[Dataset entries]

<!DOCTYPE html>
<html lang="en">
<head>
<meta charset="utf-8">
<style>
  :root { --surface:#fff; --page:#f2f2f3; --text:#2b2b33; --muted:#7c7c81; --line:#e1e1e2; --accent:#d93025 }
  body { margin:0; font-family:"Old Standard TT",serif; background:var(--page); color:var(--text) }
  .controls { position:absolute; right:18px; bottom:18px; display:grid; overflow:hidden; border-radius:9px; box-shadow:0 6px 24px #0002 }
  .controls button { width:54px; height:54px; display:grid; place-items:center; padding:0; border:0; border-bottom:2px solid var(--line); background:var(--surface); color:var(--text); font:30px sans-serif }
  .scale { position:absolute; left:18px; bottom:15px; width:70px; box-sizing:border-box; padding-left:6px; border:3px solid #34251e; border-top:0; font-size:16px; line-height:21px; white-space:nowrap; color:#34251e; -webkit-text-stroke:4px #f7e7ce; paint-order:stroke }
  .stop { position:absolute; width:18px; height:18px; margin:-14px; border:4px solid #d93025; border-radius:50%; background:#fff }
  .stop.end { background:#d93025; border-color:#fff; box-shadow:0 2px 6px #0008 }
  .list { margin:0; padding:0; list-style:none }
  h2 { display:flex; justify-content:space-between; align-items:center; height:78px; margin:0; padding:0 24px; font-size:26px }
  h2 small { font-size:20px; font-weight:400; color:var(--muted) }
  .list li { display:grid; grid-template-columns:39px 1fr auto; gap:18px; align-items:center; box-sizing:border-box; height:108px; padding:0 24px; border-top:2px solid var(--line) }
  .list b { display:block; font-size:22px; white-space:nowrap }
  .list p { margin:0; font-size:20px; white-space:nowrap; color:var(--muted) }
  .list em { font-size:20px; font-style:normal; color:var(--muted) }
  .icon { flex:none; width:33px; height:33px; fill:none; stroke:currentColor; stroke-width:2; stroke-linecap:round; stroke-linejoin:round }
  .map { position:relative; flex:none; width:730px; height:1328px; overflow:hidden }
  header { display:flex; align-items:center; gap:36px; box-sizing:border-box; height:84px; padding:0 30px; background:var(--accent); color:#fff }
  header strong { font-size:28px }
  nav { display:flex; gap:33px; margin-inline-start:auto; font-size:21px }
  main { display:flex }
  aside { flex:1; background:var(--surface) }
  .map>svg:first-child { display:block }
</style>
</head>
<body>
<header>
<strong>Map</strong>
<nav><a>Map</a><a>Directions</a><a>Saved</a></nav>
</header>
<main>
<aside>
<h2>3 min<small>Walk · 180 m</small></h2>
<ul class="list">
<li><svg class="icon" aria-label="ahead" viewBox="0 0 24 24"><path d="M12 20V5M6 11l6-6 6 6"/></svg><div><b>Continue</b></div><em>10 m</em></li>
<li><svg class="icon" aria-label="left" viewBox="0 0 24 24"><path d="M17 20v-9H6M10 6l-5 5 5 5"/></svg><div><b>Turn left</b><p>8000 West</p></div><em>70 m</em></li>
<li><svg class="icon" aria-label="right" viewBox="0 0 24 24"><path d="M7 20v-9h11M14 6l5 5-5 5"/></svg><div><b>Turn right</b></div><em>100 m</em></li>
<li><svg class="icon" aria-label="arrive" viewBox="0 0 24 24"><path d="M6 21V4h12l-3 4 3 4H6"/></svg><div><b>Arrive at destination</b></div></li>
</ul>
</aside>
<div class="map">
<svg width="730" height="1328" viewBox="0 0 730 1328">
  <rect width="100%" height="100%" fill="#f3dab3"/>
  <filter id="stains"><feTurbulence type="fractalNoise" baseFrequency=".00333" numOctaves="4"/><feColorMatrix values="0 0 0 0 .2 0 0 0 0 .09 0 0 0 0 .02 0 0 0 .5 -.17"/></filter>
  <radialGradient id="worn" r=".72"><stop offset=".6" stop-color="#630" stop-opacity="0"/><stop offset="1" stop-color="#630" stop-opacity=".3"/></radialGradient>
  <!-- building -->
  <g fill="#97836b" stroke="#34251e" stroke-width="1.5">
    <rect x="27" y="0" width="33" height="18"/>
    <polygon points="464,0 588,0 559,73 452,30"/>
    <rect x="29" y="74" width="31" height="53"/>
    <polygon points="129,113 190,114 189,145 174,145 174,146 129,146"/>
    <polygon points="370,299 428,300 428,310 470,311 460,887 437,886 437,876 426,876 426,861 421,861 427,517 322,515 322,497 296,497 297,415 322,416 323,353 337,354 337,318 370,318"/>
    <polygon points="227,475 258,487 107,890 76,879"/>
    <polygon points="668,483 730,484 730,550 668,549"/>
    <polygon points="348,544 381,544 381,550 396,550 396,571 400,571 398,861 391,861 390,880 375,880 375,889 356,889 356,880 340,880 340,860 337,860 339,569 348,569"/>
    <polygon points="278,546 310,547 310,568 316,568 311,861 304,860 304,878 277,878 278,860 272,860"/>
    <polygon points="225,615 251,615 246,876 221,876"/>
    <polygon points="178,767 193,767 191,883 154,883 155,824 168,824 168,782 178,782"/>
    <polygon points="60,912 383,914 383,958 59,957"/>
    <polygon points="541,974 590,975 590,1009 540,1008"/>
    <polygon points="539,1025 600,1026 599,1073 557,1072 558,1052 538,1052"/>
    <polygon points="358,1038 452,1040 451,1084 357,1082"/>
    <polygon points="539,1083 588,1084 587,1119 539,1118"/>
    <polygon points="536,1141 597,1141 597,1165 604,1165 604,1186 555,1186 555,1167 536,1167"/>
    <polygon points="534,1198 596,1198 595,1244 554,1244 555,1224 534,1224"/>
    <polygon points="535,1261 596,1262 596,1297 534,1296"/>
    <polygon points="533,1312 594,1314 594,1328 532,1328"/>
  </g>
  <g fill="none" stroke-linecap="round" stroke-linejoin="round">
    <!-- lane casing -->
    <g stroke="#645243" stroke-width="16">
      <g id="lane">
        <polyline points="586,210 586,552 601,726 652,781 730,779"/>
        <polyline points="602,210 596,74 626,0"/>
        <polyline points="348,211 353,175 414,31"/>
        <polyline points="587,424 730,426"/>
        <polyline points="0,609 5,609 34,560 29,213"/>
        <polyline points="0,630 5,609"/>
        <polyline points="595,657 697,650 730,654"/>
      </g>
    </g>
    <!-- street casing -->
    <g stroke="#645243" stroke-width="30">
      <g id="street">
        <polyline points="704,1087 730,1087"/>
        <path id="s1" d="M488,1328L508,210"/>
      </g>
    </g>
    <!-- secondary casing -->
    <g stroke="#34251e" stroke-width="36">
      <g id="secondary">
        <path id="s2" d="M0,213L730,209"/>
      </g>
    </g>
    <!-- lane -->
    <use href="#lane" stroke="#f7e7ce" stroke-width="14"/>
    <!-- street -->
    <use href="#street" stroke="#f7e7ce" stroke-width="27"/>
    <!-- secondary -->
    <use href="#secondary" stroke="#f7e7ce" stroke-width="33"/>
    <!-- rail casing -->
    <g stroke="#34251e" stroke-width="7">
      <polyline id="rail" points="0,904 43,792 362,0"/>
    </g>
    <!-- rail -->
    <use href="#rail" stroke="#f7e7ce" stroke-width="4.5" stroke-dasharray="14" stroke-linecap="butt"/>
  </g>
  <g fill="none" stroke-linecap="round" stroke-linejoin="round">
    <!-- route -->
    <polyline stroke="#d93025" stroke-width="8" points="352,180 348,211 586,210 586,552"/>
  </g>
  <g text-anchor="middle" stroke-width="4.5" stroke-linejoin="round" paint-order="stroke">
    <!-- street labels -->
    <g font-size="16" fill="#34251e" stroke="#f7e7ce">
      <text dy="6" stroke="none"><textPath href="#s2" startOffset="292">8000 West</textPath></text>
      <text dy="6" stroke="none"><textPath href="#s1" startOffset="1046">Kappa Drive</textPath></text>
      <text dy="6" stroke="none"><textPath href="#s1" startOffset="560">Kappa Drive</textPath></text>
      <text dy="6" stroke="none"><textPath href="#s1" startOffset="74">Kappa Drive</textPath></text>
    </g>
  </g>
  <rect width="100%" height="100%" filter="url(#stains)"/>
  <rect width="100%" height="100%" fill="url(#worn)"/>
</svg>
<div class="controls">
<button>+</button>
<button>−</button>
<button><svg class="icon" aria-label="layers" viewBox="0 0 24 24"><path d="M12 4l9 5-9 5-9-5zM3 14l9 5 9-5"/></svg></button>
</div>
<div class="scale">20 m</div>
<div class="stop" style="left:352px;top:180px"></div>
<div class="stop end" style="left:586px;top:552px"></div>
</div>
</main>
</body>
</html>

--

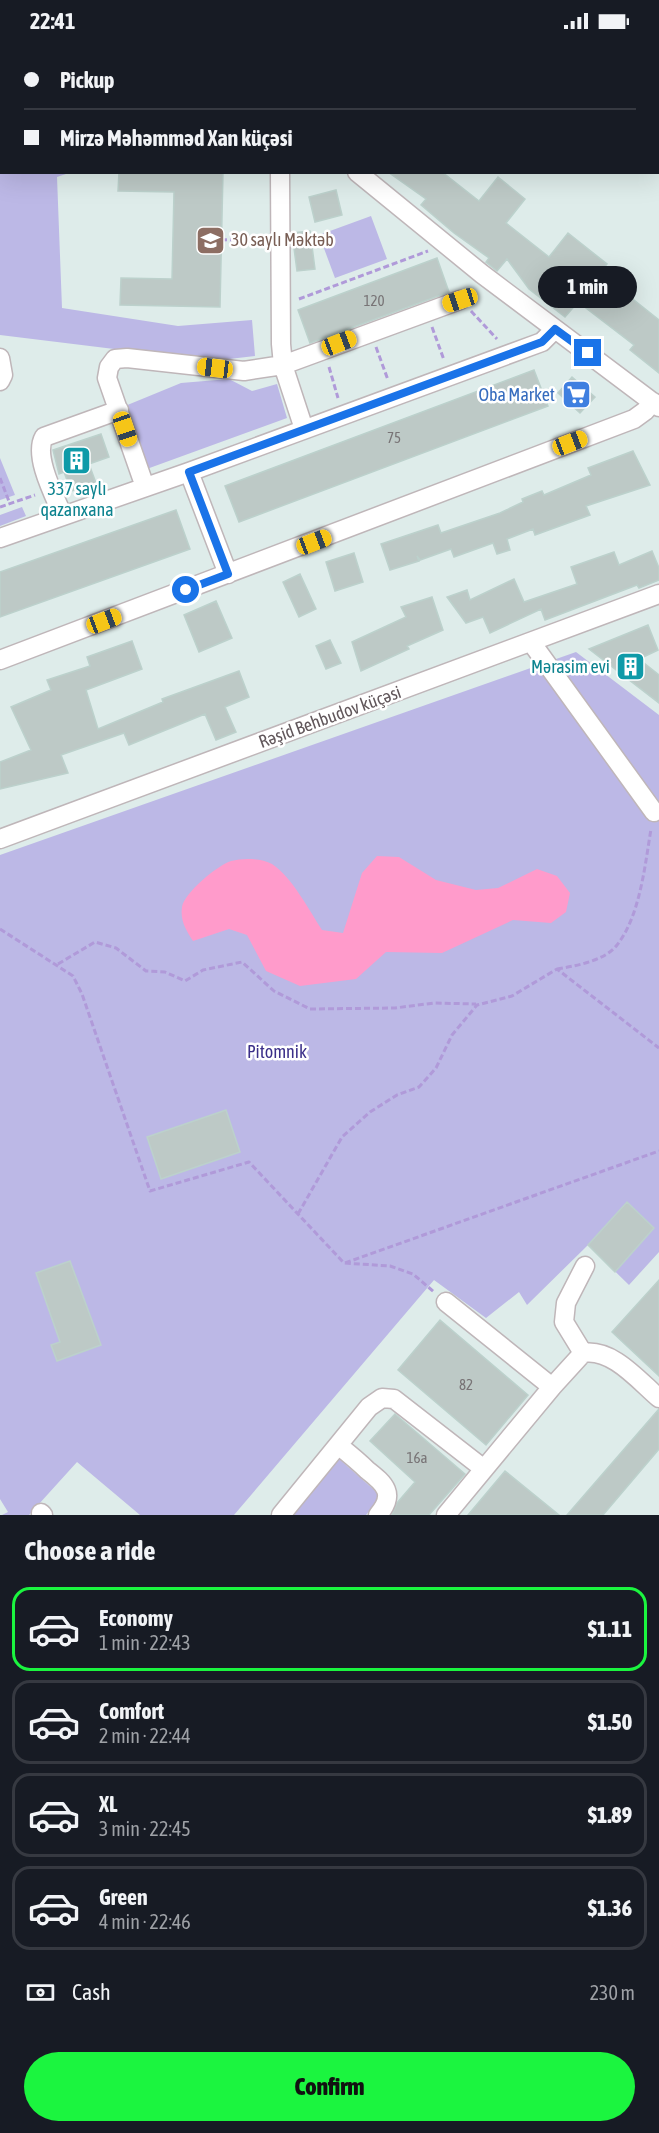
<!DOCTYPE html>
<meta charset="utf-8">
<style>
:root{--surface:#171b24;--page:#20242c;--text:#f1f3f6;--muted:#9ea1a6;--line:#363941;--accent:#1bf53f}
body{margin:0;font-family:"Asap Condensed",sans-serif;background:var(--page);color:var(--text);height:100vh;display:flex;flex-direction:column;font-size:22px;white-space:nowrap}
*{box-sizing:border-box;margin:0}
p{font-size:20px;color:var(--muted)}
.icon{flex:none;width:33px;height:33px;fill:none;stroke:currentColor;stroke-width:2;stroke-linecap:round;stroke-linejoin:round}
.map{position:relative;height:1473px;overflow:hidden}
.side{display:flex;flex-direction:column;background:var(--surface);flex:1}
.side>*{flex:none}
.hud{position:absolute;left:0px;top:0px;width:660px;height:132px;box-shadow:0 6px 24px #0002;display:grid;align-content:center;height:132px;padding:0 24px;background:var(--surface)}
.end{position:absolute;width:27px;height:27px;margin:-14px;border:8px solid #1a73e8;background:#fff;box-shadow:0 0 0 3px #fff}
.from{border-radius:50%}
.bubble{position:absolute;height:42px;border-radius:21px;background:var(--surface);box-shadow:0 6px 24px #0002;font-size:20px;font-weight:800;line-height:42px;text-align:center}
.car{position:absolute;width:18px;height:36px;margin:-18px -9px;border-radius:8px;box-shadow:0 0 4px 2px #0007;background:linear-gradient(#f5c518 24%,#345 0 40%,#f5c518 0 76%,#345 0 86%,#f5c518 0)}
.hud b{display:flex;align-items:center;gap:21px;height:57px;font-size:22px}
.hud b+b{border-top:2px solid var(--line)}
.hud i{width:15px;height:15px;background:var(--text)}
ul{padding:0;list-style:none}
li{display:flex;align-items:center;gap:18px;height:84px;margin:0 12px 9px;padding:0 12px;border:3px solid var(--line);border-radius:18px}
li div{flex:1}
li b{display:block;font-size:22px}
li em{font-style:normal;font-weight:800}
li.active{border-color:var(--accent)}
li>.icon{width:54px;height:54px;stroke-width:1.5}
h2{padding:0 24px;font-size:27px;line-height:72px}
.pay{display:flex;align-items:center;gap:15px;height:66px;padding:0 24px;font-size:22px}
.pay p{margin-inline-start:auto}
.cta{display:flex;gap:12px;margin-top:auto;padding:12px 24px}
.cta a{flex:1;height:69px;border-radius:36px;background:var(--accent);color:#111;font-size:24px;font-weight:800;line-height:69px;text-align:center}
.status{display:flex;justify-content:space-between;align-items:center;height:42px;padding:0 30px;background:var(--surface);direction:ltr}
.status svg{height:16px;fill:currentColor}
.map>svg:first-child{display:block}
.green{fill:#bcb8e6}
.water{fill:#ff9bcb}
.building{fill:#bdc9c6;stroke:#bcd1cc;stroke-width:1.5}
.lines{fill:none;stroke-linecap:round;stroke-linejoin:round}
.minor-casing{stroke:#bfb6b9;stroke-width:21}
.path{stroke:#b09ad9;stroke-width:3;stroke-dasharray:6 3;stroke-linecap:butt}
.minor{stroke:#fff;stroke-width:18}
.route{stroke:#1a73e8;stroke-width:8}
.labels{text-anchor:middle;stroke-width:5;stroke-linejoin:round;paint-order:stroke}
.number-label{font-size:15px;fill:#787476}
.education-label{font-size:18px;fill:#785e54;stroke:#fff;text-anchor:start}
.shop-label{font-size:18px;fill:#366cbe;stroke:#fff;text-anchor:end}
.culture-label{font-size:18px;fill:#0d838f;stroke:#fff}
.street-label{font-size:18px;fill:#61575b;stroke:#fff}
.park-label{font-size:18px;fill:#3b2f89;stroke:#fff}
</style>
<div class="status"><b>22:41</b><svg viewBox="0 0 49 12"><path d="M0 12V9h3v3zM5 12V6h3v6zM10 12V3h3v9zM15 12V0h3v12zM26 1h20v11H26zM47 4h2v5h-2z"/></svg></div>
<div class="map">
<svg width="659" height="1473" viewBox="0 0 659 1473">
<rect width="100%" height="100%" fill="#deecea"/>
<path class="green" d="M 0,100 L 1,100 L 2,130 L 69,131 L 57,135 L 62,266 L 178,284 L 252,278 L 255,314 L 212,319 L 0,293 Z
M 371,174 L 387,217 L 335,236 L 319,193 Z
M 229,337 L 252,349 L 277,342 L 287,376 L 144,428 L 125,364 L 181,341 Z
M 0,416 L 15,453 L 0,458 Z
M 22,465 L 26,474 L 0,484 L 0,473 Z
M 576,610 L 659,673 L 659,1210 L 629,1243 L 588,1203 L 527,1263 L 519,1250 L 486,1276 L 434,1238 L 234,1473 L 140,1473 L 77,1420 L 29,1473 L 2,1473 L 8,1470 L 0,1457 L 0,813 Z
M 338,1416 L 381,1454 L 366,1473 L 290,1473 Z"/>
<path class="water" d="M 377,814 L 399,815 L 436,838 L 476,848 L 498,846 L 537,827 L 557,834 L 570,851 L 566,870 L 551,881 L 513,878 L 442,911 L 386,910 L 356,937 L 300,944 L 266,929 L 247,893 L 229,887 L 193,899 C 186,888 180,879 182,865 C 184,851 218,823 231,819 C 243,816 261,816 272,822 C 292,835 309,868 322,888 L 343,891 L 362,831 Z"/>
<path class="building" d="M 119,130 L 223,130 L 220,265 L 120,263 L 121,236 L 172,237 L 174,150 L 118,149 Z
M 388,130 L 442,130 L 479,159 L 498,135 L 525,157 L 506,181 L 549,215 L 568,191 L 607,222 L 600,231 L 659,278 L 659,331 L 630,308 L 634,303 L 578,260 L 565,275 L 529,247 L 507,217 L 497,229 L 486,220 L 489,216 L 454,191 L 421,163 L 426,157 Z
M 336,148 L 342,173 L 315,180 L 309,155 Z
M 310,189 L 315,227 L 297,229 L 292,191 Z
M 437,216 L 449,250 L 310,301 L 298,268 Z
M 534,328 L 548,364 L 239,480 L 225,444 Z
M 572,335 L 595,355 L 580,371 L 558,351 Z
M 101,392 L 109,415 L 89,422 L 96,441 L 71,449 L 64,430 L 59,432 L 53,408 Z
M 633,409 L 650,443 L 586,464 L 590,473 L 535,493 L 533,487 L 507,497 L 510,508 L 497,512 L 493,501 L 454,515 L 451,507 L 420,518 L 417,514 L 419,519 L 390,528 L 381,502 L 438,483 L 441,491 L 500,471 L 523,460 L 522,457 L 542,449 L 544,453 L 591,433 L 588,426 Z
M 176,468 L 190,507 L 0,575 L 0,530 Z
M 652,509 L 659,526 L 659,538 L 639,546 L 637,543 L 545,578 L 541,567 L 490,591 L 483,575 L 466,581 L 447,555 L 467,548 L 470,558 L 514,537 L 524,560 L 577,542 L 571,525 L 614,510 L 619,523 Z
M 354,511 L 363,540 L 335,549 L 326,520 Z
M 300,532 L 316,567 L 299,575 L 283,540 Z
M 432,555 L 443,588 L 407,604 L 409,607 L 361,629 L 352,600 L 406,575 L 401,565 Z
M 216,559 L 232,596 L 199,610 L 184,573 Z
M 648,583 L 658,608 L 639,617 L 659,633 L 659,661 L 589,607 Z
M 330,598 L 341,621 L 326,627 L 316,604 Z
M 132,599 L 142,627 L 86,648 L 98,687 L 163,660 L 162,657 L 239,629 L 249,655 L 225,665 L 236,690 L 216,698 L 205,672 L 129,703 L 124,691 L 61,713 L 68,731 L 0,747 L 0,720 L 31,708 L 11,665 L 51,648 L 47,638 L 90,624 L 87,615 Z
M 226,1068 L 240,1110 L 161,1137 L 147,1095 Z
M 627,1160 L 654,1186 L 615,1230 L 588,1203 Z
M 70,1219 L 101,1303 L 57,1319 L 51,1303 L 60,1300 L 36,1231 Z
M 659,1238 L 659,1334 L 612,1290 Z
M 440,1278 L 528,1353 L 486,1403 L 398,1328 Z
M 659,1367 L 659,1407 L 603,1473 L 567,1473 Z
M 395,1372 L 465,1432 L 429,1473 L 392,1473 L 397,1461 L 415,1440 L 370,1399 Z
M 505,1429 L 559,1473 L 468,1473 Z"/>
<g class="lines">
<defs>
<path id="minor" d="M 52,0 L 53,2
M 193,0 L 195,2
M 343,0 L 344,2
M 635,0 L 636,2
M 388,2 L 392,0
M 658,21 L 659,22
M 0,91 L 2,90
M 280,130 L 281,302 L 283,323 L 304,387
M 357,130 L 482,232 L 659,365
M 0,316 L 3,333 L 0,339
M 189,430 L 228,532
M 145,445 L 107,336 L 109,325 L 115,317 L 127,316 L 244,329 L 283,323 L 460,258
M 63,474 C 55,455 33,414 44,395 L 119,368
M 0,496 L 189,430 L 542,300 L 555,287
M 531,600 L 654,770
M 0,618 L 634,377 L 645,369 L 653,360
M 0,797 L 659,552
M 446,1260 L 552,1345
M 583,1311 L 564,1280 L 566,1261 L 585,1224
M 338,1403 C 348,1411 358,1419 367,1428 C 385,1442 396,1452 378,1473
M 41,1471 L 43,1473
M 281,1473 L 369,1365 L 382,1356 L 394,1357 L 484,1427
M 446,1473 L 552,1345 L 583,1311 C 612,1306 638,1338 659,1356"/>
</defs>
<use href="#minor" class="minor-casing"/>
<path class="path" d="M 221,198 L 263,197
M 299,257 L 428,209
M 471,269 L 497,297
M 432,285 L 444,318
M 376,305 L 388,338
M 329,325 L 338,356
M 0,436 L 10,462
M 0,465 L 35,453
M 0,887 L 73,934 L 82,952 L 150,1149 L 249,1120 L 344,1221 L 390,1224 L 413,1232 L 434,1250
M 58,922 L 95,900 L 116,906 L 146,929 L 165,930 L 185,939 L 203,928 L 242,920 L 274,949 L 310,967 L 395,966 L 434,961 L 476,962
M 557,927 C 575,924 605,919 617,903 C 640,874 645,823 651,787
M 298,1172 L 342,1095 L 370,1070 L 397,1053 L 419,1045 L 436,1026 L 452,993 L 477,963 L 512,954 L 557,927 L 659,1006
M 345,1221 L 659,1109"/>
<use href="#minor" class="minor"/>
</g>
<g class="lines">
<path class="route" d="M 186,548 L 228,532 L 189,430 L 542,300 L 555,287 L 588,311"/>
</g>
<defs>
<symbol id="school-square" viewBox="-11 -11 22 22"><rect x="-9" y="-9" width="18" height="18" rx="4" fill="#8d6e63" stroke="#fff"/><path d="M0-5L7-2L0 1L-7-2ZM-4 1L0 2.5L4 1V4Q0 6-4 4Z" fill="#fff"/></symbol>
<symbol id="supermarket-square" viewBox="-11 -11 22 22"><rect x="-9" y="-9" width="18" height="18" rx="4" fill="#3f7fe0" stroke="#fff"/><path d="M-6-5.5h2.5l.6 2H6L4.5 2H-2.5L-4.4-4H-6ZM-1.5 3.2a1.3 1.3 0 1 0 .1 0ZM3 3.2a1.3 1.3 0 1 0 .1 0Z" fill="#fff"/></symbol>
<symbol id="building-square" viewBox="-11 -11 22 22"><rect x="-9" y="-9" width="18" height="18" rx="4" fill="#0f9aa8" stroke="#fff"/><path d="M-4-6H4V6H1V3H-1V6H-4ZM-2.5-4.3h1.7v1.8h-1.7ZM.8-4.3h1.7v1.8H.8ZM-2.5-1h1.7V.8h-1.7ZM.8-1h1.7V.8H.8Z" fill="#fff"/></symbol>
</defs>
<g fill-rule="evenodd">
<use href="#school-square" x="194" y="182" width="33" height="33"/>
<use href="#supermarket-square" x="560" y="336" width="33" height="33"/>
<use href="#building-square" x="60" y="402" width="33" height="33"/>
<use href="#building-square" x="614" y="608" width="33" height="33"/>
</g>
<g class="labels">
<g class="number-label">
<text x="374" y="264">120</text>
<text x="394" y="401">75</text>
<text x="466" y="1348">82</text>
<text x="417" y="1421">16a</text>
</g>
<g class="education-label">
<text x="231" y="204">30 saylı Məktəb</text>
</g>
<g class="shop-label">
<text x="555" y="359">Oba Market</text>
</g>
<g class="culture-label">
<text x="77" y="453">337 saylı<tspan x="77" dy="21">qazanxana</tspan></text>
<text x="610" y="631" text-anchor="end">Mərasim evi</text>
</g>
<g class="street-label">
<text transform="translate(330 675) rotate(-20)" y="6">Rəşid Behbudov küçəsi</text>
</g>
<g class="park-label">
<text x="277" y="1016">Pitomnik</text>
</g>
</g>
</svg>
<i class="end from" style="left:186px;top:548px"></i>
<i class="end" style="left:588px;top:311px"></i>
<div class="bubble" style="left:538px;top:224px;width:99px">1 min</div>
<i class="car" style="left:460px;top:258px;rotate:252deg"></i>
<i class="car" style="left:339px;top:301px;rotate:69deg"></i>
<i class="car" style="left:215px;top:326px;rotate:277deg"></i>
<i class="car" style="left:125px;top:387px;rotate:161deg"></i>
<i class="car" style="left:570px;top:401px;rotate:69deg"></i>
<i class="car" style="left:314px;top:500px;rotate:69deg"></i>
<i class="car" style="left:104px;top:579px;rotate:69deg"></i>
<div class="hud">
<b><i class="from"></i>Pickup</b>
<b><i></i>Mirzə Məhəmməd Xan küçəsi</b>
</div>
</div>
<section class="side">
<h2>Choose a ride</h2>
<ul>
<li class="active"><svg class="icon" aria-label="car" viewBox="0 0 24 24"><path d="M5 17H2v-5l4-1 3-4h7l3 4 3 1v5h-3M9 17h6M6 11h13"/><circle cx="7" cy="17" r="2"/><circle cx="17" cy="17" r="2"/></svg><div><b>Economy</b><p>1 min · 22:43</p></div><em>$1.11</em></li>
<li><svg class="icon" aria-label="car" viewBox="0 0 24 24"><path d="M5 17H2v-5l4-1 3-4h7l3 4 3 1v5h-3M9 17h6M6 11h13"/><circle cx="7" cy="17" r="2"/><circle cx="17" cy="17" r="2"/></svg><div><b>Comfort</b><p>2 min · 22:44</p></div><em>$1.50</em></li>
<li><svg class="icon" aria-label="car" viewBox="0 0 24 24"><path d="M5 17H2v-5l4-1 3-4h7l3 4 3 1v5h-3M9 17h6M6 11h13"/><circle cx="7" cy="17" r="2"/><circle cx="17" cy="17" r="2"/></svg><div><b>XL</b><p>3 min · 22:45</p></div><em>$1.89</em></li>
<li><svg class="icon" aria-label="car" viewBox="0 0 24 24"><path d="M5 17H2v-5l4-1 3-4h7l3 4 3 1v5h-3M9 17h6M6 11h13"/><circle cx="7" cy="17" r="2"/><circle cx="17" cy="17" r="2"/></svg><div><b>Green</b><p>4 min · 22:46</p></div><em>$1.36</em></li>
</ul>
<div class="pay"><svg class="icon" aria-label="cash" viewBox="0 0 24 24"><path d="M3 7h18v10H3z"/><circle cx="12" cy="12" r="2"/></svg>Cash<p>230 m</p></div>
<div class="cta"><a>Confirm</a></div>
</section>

**EXERCISE PROMPT**
Whenever a line of the records holds the string "family", pick it out and copy it.

**SOLUTION BELOW**
  body { margin:0; font-family:"Old Standard TT",serif; background:var(--page); color:var(--text) }
body{margin:0;font-family:"Asap Condensed",sans-serif;background:var(--page);color:var(--text);height:100vh;display:flex;flex-direction:column;font-size:22px;white-space:nowrap}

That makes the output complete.